ACTION ITEM: Provide only the number of lines in the following data that contain "page".

____ PROVIDED DATA

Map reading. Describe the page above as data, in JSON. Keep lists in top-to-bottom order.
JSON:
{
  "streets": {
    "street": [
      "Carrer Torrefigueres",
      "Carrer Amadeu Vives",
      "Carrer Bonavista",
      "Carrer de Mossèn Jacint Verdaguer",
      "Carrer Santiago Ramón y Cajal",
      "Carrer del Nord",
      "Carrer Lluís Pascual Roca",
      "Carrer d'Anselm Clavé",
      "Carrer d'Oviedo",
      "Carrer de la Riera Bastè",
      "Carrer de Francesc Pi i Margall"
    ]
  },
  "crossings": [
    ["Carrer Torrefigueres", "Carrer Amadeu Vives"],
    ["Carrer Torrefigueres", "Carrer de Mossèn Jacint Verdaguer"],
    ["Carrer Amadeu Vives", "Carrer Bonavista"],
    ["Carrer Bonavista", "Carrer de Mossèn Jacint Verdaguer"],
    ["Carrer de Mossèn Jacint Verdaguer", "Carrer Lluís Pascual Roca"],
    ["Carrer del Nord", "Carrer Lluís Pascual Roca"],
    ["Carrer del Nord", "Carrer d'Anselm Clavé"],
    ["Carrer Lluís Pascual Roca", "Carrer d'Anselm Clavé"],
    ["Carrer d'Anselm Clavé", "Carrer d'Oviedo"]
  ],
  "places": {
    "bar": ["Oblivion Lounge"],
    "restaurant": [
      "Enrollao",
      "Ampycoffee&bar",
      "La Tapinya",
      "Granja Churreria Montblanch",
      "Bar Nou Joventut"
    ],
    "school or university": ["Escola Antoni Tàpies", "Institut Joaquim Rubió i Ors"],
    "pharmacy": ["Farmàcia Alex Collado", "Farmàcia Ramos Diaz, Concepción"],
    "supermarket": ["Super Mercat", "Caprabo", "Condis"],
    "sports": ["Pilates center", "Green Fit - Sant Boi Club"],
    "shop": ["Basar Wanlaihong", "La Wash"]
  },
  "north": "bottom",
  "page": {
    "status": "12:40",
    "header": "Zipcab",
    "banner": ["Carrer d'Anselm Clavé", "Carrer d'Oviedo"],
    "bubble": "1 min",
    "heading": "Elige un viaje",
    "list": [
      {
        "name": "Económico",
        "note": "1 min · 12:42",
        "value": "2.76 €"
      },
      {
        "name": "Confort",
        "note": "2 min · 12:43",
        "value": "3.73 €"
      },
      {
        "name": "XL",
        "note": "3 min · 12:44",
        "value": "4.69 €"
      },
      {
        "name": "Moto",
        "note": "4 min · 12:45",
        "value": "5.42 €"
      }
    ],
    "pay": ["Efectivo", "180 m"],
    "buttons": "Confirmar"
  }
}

________

ANSWER BELOW: 2